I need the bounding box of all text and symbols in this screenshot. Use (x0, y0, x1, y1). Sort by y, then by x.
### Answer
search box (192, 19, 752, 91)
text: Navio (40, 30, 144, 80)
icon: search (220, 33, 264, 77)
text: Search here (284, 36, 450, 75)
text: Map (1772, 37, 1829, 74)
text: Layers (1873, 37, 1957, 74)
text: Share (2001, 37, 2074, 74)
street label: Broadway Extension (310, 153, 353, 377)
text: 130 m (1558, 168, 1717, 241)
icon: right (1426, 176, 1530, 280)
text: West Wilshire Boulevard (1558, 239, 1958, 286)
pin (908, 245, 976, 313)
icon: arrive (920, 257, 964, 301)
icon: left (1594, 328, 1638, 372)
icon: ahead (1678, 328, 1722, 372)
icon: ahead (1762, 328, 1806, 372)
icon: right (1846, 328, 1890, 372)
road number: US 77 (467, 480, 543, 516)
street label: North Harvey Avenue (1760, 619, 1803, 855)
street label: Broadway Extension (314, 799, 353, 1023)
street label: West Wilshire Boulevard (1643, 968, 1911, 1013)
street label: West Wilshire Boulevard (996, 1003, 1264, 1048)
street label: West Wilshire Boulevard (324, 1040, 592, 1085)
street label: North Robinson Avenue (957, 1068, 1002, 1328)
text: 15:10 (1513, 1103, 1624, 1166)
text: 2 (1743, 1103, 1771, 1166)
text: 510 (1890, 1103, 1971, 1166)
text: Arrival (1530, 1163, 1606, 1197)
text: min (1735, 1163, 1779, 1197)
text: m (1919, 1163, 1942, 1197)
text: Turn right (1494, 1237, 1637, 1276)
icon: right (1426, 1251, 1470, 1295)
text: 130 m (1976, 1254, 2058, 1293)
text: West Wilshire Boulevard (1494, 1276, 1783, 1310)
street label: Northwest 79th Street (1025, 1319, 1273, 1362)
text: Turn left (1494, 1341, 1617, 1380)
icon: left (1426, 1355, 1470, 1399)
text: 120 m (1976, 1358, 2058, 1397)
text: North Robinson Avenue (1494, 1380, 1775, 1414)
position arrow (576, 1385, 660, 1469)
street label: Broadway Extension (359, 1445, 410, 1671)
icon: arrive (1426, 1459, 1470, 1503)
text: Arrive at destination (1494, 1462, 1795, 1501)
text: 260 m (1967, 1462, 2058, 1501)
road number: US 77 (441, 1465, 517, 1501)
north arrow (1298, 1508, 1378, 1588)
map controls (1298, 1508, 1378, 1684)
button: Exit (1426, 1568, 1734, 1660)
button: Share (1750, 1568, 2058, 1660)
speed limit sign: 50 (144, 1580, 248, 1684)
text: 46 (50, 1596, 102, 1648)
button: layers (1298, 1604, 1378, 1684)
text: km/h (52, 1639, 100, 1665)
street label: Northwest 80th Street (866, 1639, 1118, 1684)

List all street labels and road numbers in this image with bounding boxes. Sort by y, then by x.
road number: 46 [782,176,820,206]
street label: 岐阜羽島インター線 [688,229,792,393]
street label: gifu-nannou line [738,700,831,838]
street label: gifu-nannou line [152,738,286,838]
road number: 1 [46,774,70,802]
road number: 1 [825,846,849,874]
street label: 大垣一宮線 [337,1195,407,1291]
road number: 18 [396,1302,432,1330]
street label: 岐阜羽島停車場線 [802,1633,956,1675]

※

Task requirements
Report how many lines in the data include the string "Wilshire", giving nothing but that number.

Output for this task
5